Sirus cursed himself for overstepping. He shouldn’t have touched her. He opened his mouth to apologize, but she spoke before he could.

“So you’ve been living here? Alone?” she asked to his surprise, her back still to him, a sharp emotion laced in her words.

He took in a steadying breath and let it out before he replied, “Not alone. With Rath.”

“That scary—guy?” she stumbled, seemingly at a loss for how to describe him.

Sirus nodded, holding back his thin amusement at her struggle. Rath was a looming presence, with dark-purple-hued skin, crimson eyes, and wide-ridged horns that curled behind his high, pointed ears. “He is a gul.”

“A what?” she asked, glancing back at him.

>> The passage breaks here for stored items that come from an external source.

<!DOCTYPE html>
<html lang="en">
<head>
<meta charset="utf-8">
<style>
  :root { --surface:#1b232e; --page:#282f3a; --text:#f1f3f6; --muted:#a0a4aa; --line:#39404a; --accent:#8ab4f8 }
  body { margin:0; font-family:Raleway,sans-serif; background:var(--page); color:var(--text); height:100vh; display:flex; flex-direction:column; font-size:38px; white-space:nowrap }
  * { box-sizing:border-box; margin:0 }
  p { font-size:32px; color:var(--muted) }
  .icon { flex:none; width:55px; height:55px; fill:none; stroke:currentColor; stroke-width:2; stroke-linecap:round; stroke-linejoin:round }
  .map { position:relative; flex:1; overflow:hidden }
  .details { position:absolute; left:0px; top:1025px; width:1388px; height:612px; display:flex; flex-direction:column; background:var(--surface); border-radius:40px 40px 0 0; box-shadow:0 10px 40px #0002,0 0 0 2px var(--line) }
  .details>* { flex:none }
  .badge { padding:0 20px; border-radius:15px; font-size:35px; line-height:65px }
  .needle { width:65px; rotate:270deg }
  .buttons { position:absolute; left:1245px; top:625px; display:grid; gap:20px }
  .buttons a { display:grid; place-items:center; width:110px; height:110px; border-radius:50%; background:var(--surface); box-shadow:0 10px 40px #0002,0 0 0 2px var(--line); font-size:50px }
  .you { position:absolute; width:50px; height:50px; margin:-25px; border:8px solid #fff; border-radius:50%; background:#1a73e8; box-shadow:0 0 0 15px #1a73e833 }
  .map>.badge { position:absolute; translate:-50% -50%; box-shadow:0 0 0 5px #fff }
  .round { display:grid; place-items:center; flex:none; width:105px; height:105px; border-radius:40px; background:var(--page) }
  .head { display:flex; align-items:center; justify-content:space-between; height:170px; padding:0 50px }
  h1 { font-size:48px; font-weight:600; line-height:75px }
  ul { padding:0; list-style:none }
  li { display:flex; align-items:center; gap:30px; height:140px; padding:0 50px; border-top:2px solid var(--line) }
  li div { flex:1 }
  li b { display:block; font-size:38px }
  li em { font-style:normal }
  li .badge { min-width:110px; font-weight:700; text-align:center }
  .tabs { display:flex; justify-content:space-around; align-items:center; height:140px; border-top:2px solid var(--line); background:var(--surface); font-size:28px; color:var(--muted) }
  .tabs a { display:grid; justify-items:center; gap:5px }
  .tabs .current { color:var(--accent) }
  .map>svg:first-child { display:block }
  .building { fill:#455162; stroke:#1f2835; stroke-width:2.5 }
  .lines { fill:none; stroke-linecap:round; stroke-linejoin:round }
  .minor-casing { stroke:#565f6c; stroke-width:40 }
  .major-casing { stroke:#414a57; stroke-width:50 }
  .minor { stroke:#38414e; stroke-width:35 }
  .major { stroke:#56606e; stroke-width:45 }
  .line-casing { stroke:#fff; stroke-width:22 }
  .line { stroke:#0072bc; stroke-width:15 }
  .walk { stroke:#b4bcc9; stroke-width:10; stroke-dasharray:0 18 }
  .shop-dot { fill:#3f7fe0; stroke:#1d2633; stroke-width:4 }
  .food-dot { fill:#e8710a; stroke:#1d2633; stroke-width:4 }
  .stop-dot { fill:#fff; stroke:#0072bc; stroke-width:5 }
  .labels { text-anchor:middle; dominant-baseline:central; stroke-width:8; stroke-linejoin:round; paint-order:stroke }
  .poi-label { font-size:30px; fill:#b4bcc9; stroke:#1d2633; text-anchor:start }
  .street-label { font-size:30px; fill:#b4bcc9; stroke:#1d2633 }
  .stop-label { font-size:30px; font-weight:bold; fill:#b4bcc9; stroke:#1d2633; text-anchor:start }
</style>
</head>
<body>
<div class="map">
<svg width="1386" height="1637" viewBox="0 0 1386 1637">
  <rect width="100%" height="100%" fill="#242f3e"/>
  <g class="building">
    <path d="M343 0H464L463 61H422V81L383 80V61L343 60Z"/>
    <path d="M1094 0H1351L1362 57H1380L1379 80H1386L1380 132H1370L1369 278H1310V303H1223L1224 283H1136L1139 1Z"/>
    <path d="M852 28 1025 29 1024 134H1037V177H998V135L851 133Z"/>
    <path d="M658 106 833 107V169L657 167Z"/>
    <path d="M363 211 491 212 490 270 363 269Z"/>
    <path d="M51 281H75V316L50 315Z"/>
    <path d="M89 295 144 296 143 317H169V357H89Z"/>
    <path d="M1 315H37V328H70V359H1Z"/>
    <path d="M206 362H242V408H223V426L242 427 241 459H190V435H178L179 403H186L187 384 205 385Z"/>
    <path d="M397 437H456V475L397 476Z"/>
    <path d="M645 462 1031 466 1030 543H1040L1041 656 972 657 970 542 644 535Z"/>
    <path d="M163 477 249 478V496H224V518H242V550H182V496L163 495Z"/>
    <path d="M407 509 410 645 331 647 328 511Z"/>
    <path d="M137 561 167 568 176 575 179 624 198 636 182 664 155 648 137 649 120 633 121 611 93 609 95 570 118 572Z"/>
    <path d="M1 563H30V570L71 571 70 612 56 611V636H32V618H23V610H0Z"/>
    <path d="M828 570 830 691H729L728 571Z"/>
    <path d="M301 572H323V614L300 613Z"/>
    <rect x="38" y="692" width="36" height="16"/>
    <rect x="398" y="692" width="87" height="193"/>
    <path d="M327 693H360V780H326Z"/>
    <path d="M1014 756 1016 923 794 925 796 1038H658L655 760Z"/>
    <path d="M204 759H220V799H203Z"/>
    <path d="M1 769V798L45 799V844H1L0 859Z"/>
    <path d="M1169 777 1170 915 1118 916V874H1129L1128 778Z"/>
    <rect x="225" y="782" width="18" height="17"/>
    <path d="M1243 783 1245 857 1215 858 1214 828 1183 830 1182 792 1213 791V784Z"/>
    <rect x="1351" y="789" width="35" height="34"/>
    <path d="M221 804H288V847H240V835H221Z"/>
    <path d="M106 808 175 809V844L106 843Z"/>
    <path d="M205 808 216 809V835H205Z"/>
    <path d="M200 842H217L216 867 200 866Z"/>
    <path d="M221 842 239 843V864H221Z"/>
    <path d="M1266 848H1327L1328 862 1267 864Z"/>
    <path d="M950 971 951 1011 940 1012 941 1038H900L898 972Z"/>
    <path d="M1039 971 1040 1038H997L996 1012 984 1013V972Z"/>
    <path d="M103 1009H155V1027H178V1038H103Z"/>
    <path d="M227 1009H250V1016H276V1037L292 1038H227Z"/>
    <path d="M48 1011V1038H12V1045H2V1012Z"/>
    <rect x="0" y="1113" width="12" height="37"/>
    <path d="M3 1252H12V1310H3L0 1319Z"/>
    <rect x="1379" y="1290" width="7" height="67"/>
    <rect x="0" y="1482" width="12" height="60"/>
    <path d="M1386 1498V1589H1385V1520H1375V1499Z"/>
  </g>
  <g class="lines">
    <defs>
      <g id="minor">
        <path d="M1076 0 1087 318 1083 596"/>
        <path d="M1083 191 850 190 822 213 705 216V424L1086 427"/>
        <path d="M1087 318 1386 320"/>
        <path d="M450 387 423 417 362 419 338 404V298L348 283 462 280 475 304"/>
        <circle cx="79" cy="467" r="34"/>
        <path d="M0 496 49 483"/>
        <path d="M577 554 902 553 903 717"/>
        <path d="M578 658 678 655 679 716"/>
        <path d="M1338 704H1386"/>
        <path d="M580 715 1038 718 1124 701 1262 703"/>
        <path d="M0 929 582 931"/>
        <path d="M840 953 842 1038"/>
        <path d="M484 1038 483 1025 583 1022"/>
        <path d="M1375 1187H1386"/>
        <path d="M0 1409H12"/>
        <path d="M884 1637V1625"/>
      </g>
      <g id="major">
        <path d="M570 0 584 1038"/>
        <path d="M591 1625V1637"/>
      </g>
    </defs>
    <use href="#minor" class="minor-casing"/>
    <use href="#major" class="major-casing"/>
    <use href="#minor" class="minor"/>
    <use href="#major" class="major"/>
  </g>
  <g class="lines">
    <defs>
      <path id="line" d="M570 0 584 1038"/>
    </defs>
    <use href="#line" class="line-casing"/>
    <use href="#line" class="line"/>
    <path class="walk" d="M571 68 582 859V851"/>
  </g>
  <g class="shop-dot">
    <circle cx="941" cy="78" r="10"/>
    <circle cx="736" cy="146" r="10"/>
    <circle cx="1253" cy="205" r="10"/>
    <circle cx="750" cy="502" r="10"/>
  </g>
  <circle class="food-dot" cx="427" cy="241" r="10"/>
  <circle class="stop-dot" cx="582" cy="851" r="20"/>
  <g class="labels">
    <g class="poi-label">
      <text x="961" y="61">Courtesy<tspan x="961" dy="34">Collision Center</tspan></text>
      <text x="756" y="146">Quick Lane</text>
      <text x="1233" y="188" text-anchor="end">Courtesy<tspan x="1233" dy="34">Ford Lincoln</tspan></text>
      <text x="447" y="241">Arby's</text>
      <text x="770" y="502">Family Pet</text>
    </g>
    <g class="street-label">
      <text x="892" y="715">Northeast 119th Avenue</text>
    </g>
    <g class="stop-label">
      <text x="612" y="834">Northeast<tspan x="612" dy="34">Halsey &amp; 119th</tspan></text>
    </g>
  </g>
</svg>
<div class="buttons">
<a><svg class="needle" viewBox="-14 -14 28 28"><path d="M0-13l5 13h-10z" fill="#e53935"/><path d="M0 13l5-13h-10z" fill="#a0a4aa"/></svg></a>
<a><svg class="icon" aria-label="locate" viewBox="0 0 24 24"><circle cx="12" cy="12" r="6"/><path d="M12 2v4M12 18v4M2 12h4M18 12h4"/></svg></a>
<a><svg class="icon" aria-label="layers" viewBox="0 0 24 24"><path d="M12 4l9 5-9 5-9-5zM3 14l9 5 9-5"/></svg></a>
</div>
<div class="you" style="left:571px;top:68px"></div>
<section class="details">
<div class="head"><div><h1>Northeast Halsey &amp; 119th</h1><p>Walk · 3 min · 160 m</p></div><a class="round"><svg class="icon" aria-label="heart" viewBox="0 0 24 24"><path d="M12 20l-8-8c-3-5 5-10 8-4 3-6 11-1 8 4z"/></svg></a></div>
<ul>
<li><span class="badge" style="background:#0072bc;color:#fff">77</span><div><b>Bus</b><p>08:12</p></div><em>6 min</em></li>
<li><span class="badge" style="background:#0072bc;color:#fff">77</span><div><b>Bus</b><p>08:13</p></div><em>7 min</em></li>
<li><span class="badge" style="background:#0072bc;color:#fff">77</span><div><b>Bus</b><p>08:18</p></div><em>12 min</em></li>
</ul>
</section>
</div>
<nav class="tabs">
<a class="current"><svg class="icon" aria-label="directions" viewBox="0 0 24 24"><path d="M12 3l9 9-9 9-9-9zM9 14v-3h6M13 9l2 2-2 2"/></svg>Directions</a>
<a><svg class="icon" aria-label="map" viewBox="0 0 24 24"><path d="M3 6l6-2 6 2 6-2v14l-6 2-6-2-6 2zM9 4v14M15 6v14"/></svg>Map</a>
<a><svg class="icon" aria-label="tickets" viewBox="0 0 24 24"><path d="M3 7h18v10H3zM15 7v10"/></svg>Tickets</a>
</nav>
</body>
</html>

He explained a little bit about the Shadow Dark, the realm beyond their own from which Rath hailed. She listened intently, but her shifting expression told him she was more than a little overwhelmed by the details, even if he knew it wasn’t the first time she’d heard of the realms beyond the mortal plane. Levian had mentioned them several times already, though he knew seeing a creature from another realm made it far more real than merely talking about one. He felt it best not to mention that Rath’s kind were actually some of the least jarring creatures by appearance and temperament to come from the Shadow Dark.

“So it was just the two of you?” she clarified eventually. “And Niah?”

“And our brother, Deckland. Though he and Niah chose to leave several decades ago.”

Her nose crinkled at the mention of decades, and his breath caught in his lungs. He was growing too fond of that little expression. “Wasn’t that—lonely?” she asked.

He took a moment before answering. “It was at times,” he admitted. He wasn’t even sure he’d realized how lonely he’d been until he went back into the folds of the world. Until he’d found her.

She exhaled deeply through her nose and pushed the sleeve of her green sweater up beyond her elbows. Her slight forearm was wrapped in white linen. Sirus’s teeth ground. Having her in his home was doing things to him, but it didn’t change the reality of their circumstance. The reality of all that he’d taken.

“I am sorry, Gwendolyn,” he said at long last, willing himself steady, hoping he sounded as earnest as he felt. “For what happened. For what I did. Truly.”